More Talmud

I finished the Talmud, or rather Norman Solomon’s selections from it, which is less than 10% of the whole thing. But at 800 pages I feel that reading even that is an accomplishment.

Now, all too much of the book reads like this:

If someone bends down to drink, the water that comes up on his mouth or his moustache is ki yuttan, but [that which comes up] in his nose or on his head or beard is not ki yuttan.

Ki yuttan is “if it is put”, from Lev. 31:37-38:

If such a carcass falls upon seed grain that is to be sown, it is clean; but if water is put on the seed and any part of a carcass falls upon it, it shall be unclean for you.

You see, don’t you, that ki yuttan implies that the water got there by human intention, so it’s important to clarify what actions are intentional and what are not. Drinking, your intention is to get water in your mouth but not on your head. Why the moustache but not the rest of the beard is ki yuttan I can’t tell you, presumably because Solomon does not include the gemara in this chapter.

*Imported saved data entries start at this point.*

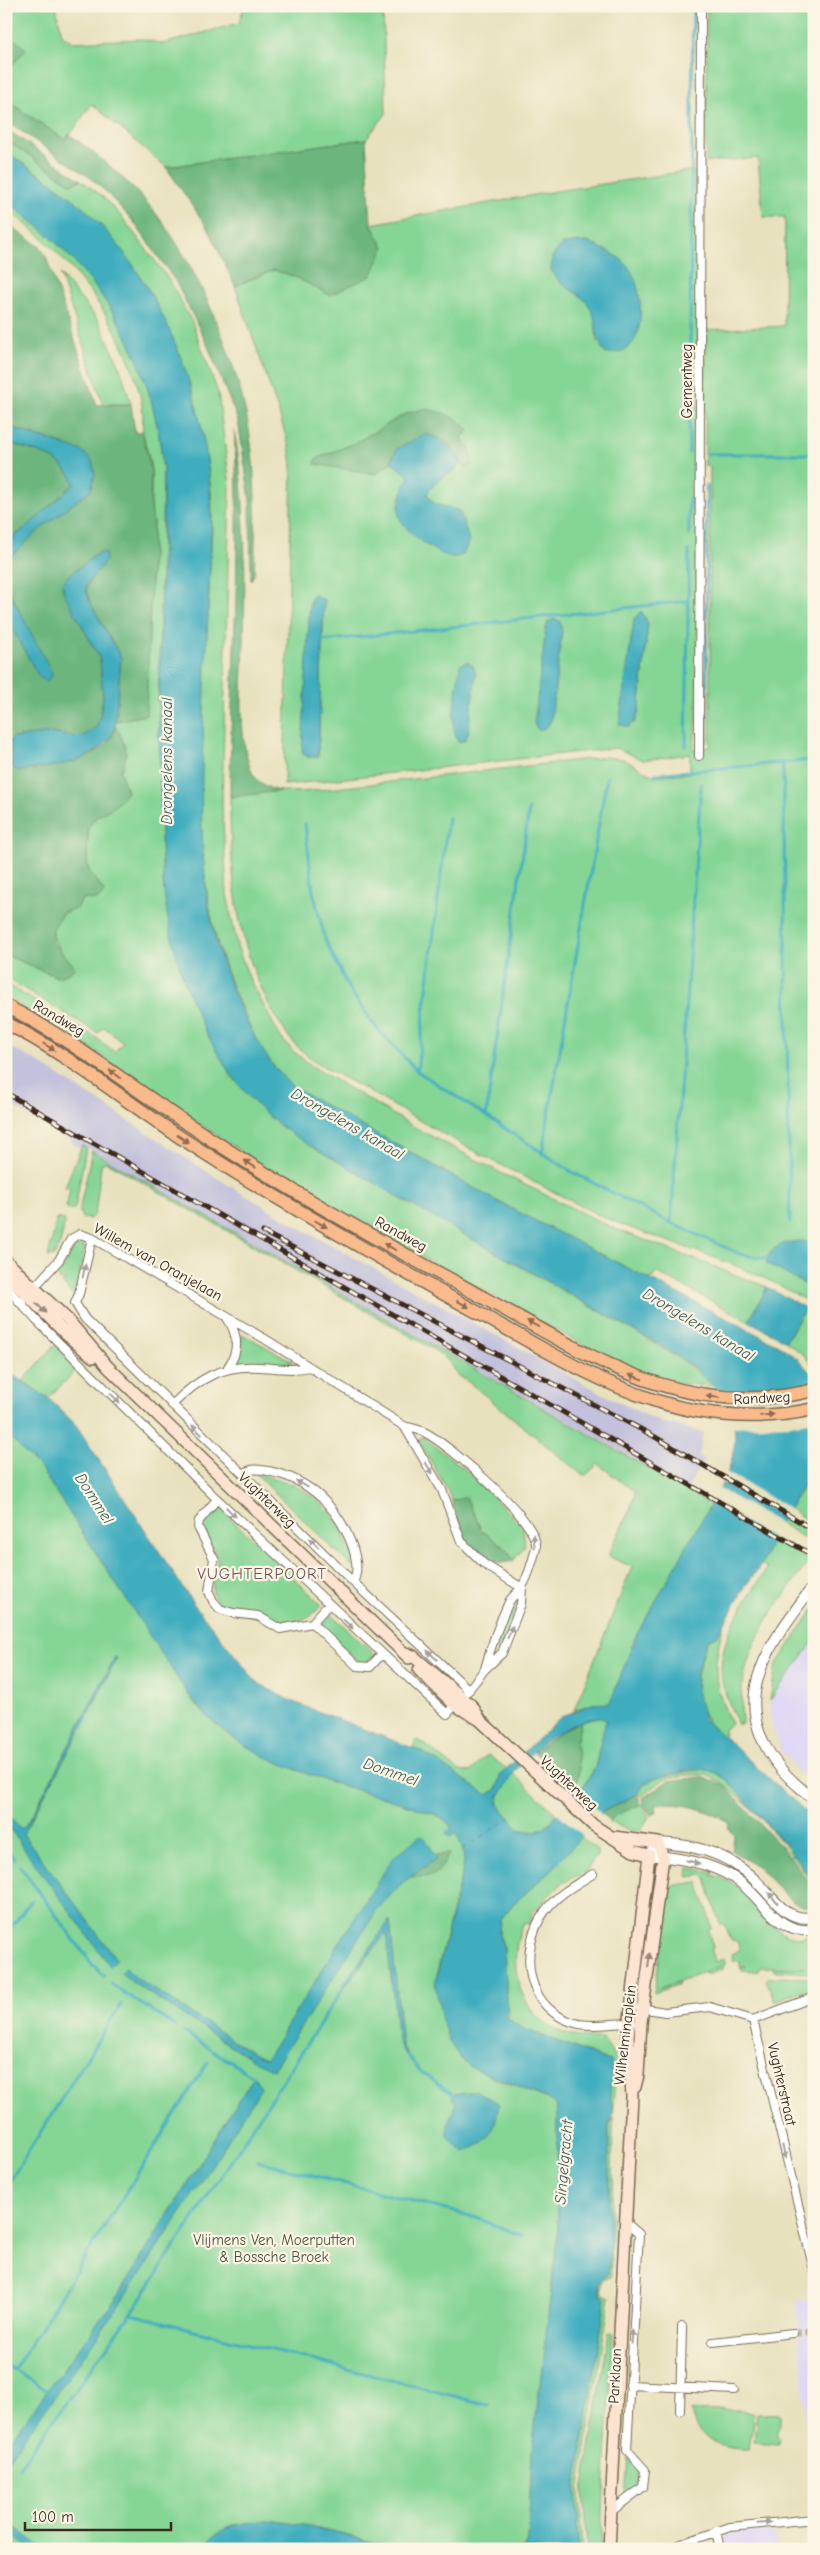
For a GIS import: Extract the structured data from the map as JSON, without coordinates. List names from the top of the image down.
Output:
{
  "streets": {
    "main road": [
      "Randweg",
      "Vughterweg",
      "Wilhelminaplein",
      "Parklaan"
    ],
    "street": ["Gementweg", "Willem van Oranjelaan", "Vughterstraat"]
  },
  "crossings": [
    ["Willem van Oranjelaan", "Vughterweg"],
    ["Wilhelminaplein", "Parklaan"]
  ],
  "one_way": ["Wilhelminaplein", "Vughterstraat"],
  "districts": ["VUGHTERPOORT"],
  "water": ["Drongelens kanaal", "Dommel", "Singelgracht"],
  "parks": ["Vlijmens Ven, Moerputten & Bossche Broek"],
  "scale_bar": "100 m"
}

So, it’s fun when the rabbis instead decide to include a comedy routine. This comes in the context of a discussion of first-borns. Rabbi Joshua ben Ħanania goes to Athens to debate the Greek elders in their fortified academy. The Greeks had a rule that if the inner guards see a foot enter,  the outer guards are killed for their negligence; if the outer guards see a foot leaving, the inner guards are killed. Joshua places his shoe down facing the interior, then facing the exterior, so that the elders killed both sets of guards, and he could enter.

He then enters a debate with the elders, where they try to trick him and he one-ups them each time:

Elders: If salt goes bad, what do they salt it with?

Joshua: With the placenta of a mule.

Elders: Does a mule have a placenta?

Joshua: Does salt go bad?

Elders: Build us a house in the air!

Joshua uttered a divine Name and suspended himself between the earth and the sky. Pass me up bricks and mortar! he demanded.

Elders: If a chick inside an egg dies, which way does its spirit emerge?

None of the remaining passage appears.